=== Section Start ===

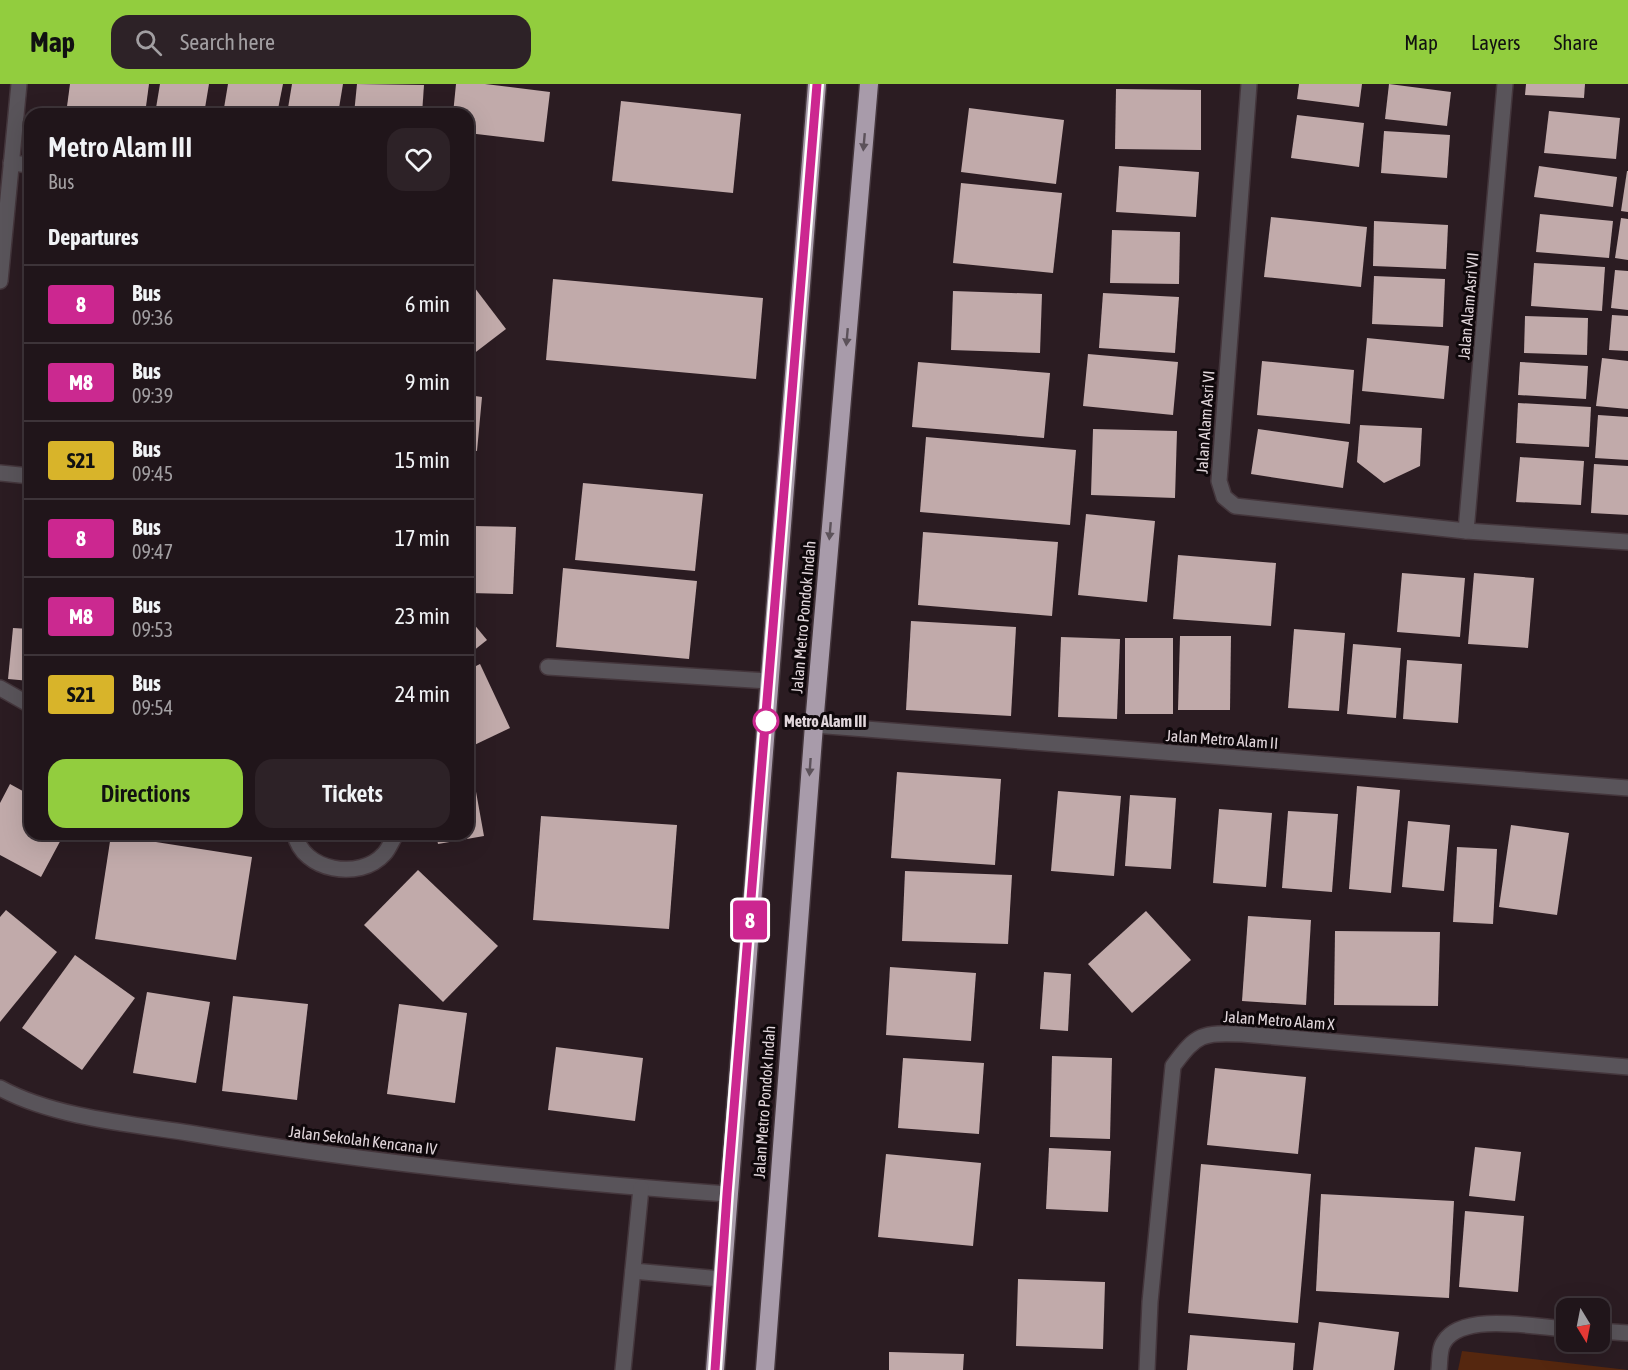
<!DOCTYPE html>
<html lang="en">
<head>
<meta charset="utf-8">
<style>
  body { margin:0; font-family:"Asap Condensed",sans-serif; background:#2d2227; color:#f1f3f6; height:100vh; display:flex; flex-direction:column; font-size:22px; white-space:nowrap }
  * { box-sizing:border-box; margin:0 }
  p { font-size:20px; color:#a29fa2 }
  .icon { flex:none; width:33px; height:33px; fill:none; stroke:currentColor; stroke-width:2; stroke-linecap:round; stroke-linejoin:round }
  .map { position:relative; flex:1; overflow:hidden }
  .sheet { position:absolute; left:24px; top:24px; width:450px; height:732px; display:flex; flex-direction:column; background:#20151a; border-radius:18px; box-shadow:0 6px 24px #0002,0 0 0 2px #3d3439 }
  .sheet>* { flex:none }
  .badge { padding:0 12px; border-radius:4px; font-size:21px; line-height:39px }
  .needle { width:39px; rotate:170deg }
  .controls { position:absolute; left:1556px; top:1214px; display:grid; gap:12px }
  .controls a { display:grid; place-items:center; width:54px; height:54px; border-radius:12px; background:#20151a; box-shadow:0 6px 24px #0002,0 0 0 2px #3d3439; font-size:30px }
  .map>.badge { position:absolute; translate:-50% -50%; box-shadow:0 0 0 3px #fff }
  h2 { padding:0 24px; font-size:22px; line-height:54px }
  .round { display:grid; place-items:center; flex:none; width:63px; height:63px; border-radius:18px; background:#2d2227 }
  .headline { display:flex; align-items:center; justify-content:space-between; height:102px; padding:0 24px }
  h1 { font-size:28px; font-weight:600; line-height:45px }
  .cta { display:flex; gap:12px; margin-top:auto; padding:12px 24px }
  .cta a { flex:1; height:69px; border-radius:18px; background:#92cd3e; color:#111; font-size:24px; font-weight:600; line-height:69px; text-align:center }
  .cta a+a { background:#2d2227; color:#f1f3f6 }
  ul { padding:0; list-style:none }
  li { display:flex; align-items:center; gap:18px; height:78px; padding:0 24px; border-top:2px solid #3d3439 }
  li div { flex:1 }
  li b { display:block; font-size:22px }
  li em { font-style:normal }
  li .badge { min-width:66px; font-weight:700; text-align:center }
  header { display:flex; align-items:center; gap:36px; box-sizing:border-box; height:84px; padding:0 30px; background:#92cd3e; color:#111 }
  header strong { font-size:28px }
  nav { display:flex; gap:33px; margin-inline-start:auto; font-size:21px }
  .search { width:420px; height:54px; background:#2d2227; display:flex; align-items:center; gap:15px; box-sizing:border-box; padding:0 21px; border-radius:18px; color:#a29fa2; font-size:22px }
  .map>svg:first-child { display:block }
  .green { fill:#55270f }
  .building { fill:#c1aaaa }
  .lines { fill:none; stroke-linecap:round; stroke-linejoin:round }
  .minor-casing { stroke:#44363c; stroke-width:18 }
  .highway-casing { stroke:#44363c; stroke-width:21 }
  .minor { stroke:#59545a; stroke-width:15 }
  .highway { stroke:#a89baa; stroke-width:18 }
  .oneway { fill:#5c525a }
  .line-casing { stroke:#fff; stroke-width:14 }
  .line { stroke:#cc2790; stroke-width:9 }
  .stop-dot { fill:#fff; stroke:#cc2790; stroke-width:3 }
  .labels { text-anchor:middle; dominant-baseline:central; stroke-width:6; stroke-linejoin:round; paint-order:stroke }
  .street-label { font-size:16px; fill:#e1d6db; stroke:#0f080b }
  .stop-label { font-size:16px; font-weight:bold; fill:#e1d6db; stroke:#0f080b; text-anchor:start }
</style>
</head>
<body>
<header>
<strong>Map</strong>
<div class="search"><svg class="icon" aria-label="search" viewBox="0 0 24 24"><circle cx="10" cy="10" r="6"/><path d="M15 15l6 6"/></svg>Search here</div>
<nav><a>Map</a><a>Layers</a><a>Share</a></nav>
</header>
<div class="map">
<svg width="1628" height="1286" viewBox="0 0 1628 1286">
  <rect width="100%" height="100%" fill="#2b1c22"/>
  <!-- green -->
  <path class="green" d="M1462,1267L1628,1286H1458Z"/>
  <!-- building -->
  <g class="building">
    <path d="M70,0H149L145,30H66Z"/>
    <path d="M160,0H209L204,30H155Z"/>
    <path d="M228,0H283L277,30H223Z"/>
    <path d="M292,0H343L338,30H287Z"/>
    <path d="M357,0L424,1L422,30H354Z"/>
    <path d="M456,0H485L550,8L544,58L468,49V30H453Z"/>
    <path d="M1299,0H1362L1359,23L1297,15Z"/>
    <path d="M1389,0L1451,8L1447,42L1385,35Z"/>
    <path d="M1526,0H1585L1584,14L1525,11Z"/>
    <path d="M1116,5L1201,6V66L1115,65Z"/>
    <path d="M621,17L741,30L733,109L612,97Z"/>
    <path d="M969,24L1064,36L1056,100L961,88Z"/>
    <path d="M1549,27L1620,34L1616,75L1544,69Z"/>
    <path d="M1297,31L1364,39L1359,83L1291,74Z"/>
    <path d="M1384,47L1450,51L1447,94L1381,89Z"/>
    <path d="M1119,82L1199,88L1196,133L1116,128Z"/>
    <path d="M1539,82L1617,93L1613,123L1534,113Z"/>
    <path d="M1627,87H1628V128L1621,127Z"/>
    <path d="M961,99L1062,109L1053,189L953,179Z"/>
    <path d="M1540,130L1613,137L1609,174L1536,168Z"/>
    <path d="M1271,133L1367,143L1361,203L1264,193Z"/>
    <path d="M1621,134L1628,135V176L1615,174Z"/>
    <path d="M1374,137L1448,141L1446,185L1373,182Z"/>
    <path d="M1112,146L1180,148L1179,200L1110,199Z"/>
    <path d="M1534,179L1605,183L1602,227L1531,222Z"/>
    <path d="M1615,186L1628,187V226L1611,224Z"/>
    <path d="M1374,192L1445,195L1443,243L1372,240Z"/>
    <path d="M468,195L506,245L468,274Z"/>
    <path d="M553,195L763,214L756,295L546,276Z"/>
    <path d="M953,207L1042,210L1040,269L951,266Z"/>
    <path d="M1103,209L1179,213L1175,269L1099,264Z"/>
    <path d="M1612,231L1628,232V267L1609,266Z"/>
    <path d="M1525,232L1588,234L1587,271L1524,269Z"/>
    <path d="M1367,254L1449,262L1444,315L1362,307Z"/>
    <path d="M1088,270L1178,278L1173,331L1083,322Z"/>
    <path d="M1602,274L1628,277V325L1596,322Z"/>
    <path d="M1262,277L1354,286L1350,340L1257,331Z"/>
    <path d="M918,278L1050,289L1044,354L912,343Z"/>
    <path d="M1520,278L1588,282L1586,315L1518,311Z"/>
    <path d="M468,311L482,313L477,367L468,366Z"/>
    <path d="M1518,319L1591,323L1589,363L1516,359Z"/>
    <path d="M1598,331L1628,333V376L1595,374Z"/>
    <path d="M1360,341L1422,344L1420,382L1384,399L1357,378Z"/>
    <path d="M1093,345L1177,347L1175,414L1091,411Z"/>
    <path d="M1258,345L1349,358L1343,404L1251,390Z"/>
    <path d="M926,353L1076,366L1070,441L920,428Z"/>
    <path d="M1520,373L1584,377L1581,421L1516,418Z"/>
    <path d="M1594,380L1628,382V431L1591,429Z"/>
    <path d="M583,399L703,410L695,487L575,476Z"/>
    <path d="M1086,430L1155,437L1147,518L1078,511Z"/>
    <path d="M473,442L516,443L513,510L470,509Z"/>
    <path d="M923,448L1058,458L1052,532L918,521Z"/>
    <path d="M1178,471L1276,479L1271,542L1173,535Z"/>
    <path d="M563,484L697,497L689,575L556,563Z"/>
    <path d="M1402,489L1465,494L1460,553L1397,548Z"/>
    <path d="M1474,489L1534,494L1528,564L1468,560Z"/>
    <path d="M468,533L487,556L468,571Z"/>
    <path d="M911,537L1016,543L1011,632L906,626Z"/>
    <path d="M13,544L30,545V597L8,595Z"/>
    <path d="M1294,545L1345,549L1339,627L1288,624Z"/>
    <path d="M1180,552H1231L1230,626H1178Z"/>
    <path d="M1061,553L1120,555L1117,635L1058,633Z"/>
    <rect x="1125" y="554" width="48" height="76"/>
    <path d="M1353,560L1401,564L1396,634L1347,630Z"/>
    <path d="M1407,576L1462,580L1458,639L1403,635Z"/>
    <path d="M480,580L510,644L468,664V586Z"/>
    <path d="M471,680L484,752L438,760L436,750H468V681Z"/>
    <path d="M897,688L1001,695L995,781L891,774Z"/>
    <path d="M10,700L30,711V750H64L41,793L0,771V719Z"/>
    <path d="M1357,702L1400,706L1391,809L1349,805Z"/>
    <path d="M1058,707L1121,712L1114,792L1051,787Z"/>
    <path d="M1130,711L1176,714L1171,785L1125,782Z"/>
    <path d="M1219,725L1272,729L1266,803L1213,799Z"/>
    <path d="M1288,727L1338,730L1332,808L1282,804Z"/>
    <path d="M541,732L677,741L669,845L533,836Z"/>
    <path d="M1408,737L1450,741L1444,807L1402,803Z"/>
    <path d="M1511,741L1569,749L1557,831L1499,823Z"/>
    <path d="M111,751L252,773L236,876L95,855Z"/>
    <path d="M1457,763L1497,765L1493,840L1453,838Z"/>
    <path d="M418,786L498,862L443,918L364,841Z"/>
    <path d="M905,787L1012,791L1008,860L902,857Z"/>
    <path d="M6,826L57,868L0,938V833Z"/>
    <path d="M1146,827L1191,876L1132,929L1088,880Z"/>
    <path d="M1248,832L1311,836L1306,921L1242,917Z"/>
    <path d="M1335,847L1440,848L1438,922L1334,921Z"/>
    <path d="M75,871L135,914L82,986L22,944Z"/>
    <path d="M890,883L976,889L971,957L886,951Z"/>
    <path d="M1044,888L1071,890L1068,947L1040,945Z"/>
    <path d="M147,908L210,918L196,999L133,989Z"/>
    <path d="M233,912L308,920L297,1016L222,1007Z"/>
    <path d="M399,920L467,929L455,1019L387,1010Z"/>
    <path d="M556,963L643,974L635,1037L548,1026Z"/>
    <path d="M1052,972L1112,974L1110,1055L1050,1053Z"/>
    <path d="M903,974L984,979L979,1050L898,1044Z"/>
    <path d="M1215,984L1306,993L1298,1070L1207,1061Z"/>
    <path d="M1475,1063L1521,1068L1515,1117L1469,1112Z"/>
    <path d="M1049,1064L1111,1067L1108,1128L1046,1125Z"/>
    <path d="M886,1070L981,1079L973,1162L878,1153Z"/>
    <path d="M1201,1080L1311,1090L1298,1239L1188,1229Z"/>
    <path d="M1321,1110L1454,1117L1449,1214L1316,1207Z"/>
    <path d="M1465,1127L1524,1132L1518,1208L1459,1203Z"/>
    <path d="M1018,1195L1105,1198L1103,1265L1016,1262Z"/>
    <path d="M1319,1238L1399,1248L1394,1286H1313Z"/>
    <path d="M1190,1251L1295,1259L1293,1286H1187Z"/>
    <path d="M889,1268L964,1270L963,1286H889Z"/>
  </g>
  <g class="lines">
    <!-- minor casing -->
    <g class="minor-casing">
      <g id="minor">
        <path d="M1249,0L1219,397L1224,413L1235,422L1466,447L1628,458"/>
        <path d="M11,79L30,81"/>
        <path d="M0,197L19,0"/>
        <path d="M0,389L30,392"/>
        <path d="M1466,447L1505,0"/>
        <path d="M548,583L769,597"/>
        <path d="M0,604L30,621"/>
        <path d="M814,641L1628,704"/>
        <path d="M295,750C302,787 360,797 384,770C389,765 392,756 396,750"/>
        <path d="M0,1004C53,1033 130,1040 189,1049C367,1079 547,1097 727,1110"/>
        <path d="M633,1187L721,1195"/>
        <path d="M1599,1247L1628,1249"/>
        <path d="M623,1286L641,1104"/>
        <path d="M1147,1286L1150,1218L1173,982C1197,949 1202,949 1242,950L1628,983"/>
        <path d="M1439,1286C1440,1278 1439,1265 1444,1258C1462,1228 1535,1243 1566,1245"/>
      </g>
    </g>
    <!-- highway casing -->
    <g class="highway-casing">
      <g id="highway">
        <path d="M715,1286L817,0"/>
        <path d="M765,1286L814,641L869,0"/>
      </g>
    </g>
    <!-- minor -->
    <use href="#minor" class="minor"/>
    <!-- highway -->
    <use href="#highway" class="highway"/>
  </g>
  <!-- one-way arrows -->
  <defs><path id="oneway-solid" d="M-6-.8H1V-3.2L6.5 0L1 3.2V.8H-6Z" transform="scale(1.5)"/></defs>
  <g class="oneway">
    <use href="#oneway-solid" transform="translate(864 58) rotate(95)"/>
    <use href="#oneway-solid" transform="translate(847 253) rotate(95)"/>
    <use href="#oneway-solid" transform="translate(830 447) rotate(95)"/>
    <use href="#oneway-solid" transform="translate(810 683) rotate(94)"/>
  </g>
  <g class="lines">
    <!-- line casing -->
    <g class="line-casing">
      <path id="line" d="M715,1286L727,1110L817,0"/>
    </g>
    <!-- line -->
    <use href="#line" class="line"/>
  </g>
  <!-- markers -->
  <circle class="stop-dot" cx="766" cy="637" r="12"/>
  <g class="labels">
    <!-- street labels -->
    <g class="street-label">
      <text transform="translate(1468 222) rotate(-85)">Jalan Alam Asri VII</text>
      <text transform="translate(1205 338) rotate(-86)">Jalan Alam Asri VI</text>
      <text transform="translate(803 533) rotate(-85)">Jalan Metro Pondok Indah</text>
      <text transform="translate(1222 655) rotate(4)">Jalan Metro Alam II</text>
      <text transform="translate(1279 936) rotate(4)">Jalan Metro Alam X</text>
      <text transform="translate(764 1018) rotate(-86)">Jalan Metro Pondok Indah</text>
      <text transform="translate(363 1056) rotate(7)">Jalan Sekolah Kencana IV</text>
    </g>
    <!-- stop labels -->
    <g class="stop-label">
      <text x="784" y="637">Metro Alam III</text>
    </g>
  </g>
</svg>
<div class="controls">
<a><svg class="needle" viewBox="-14 -14 28 28"><path d="M0-13l5 13h-10z" fill="#e53935"/><path d="M0 13l5-13h-10z" fill="#a29fa2"/></svg></a>
</div>
<b class="badge" style="left:750px;top:836px;background:#cc2790;color:#fff">8</b>
<section class="sheet">
<div class="headline"><div><h1>Metro Alam III</h1><p>Bus</p></div><a class="round"><svg class="icon" aria-label="heart" viewBox="0 0 24 24"><path d="M12 20l-8-8c-3-5 5-10 8-4 3-6 11-1 8 4z"/></svg></a></div>
<h2>Departures</h2>
<ul>
<li><span class="badge" style="background:#cc2790;color:#fff">8</span><div><b>Bus</b><p>09:36</p></div><em>6 min</em></li>
<li><span class="badge" style="background:#cb2990;color:#fff">M8</span><div><b>Bus</b><p>09:39</p></div><em>9 min</em></li>
<li><span class="badge" style="background:#d8b42a;color:#111">S21</span><div><b>Bus</b><p>09:45</p></div><em>15 min</em></li>
<li><span class="badge" style="background:#cc2790;color:#fff">8</span><div><b>Bus</b><p>09:47</p></div><em>17 min</em></li>
<li><span class="badge" style="background:#cb2990;color:#fff">M8</span><div><b>Bus</b><p>09:53</p></div><em>23 min</em></li>
<li><span class="badge" style="background:#d8b42a;color:#111">S21</span><div><b>Bus</b><p>09:54</p></div><em>24 min</em></li>
</ul>
<div class="cta"><a>Directions</a><a>Tickets</a></div>
</section>
</div>
</body>
</html>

=== Section End ===

| Instructions to follow |
Those lines above that contain the string "circle" should be returned.

| Exercise response |
<div class="search"><svg class="icon" aria-label="search" viewBox="0 0 24 24"><circle cx="10" cy="10" r="6"/><path d="M15 15l6 6"/></svg>Search here</div>
  <circle class="stop-dot" cx="766" cy="637" r="12"/>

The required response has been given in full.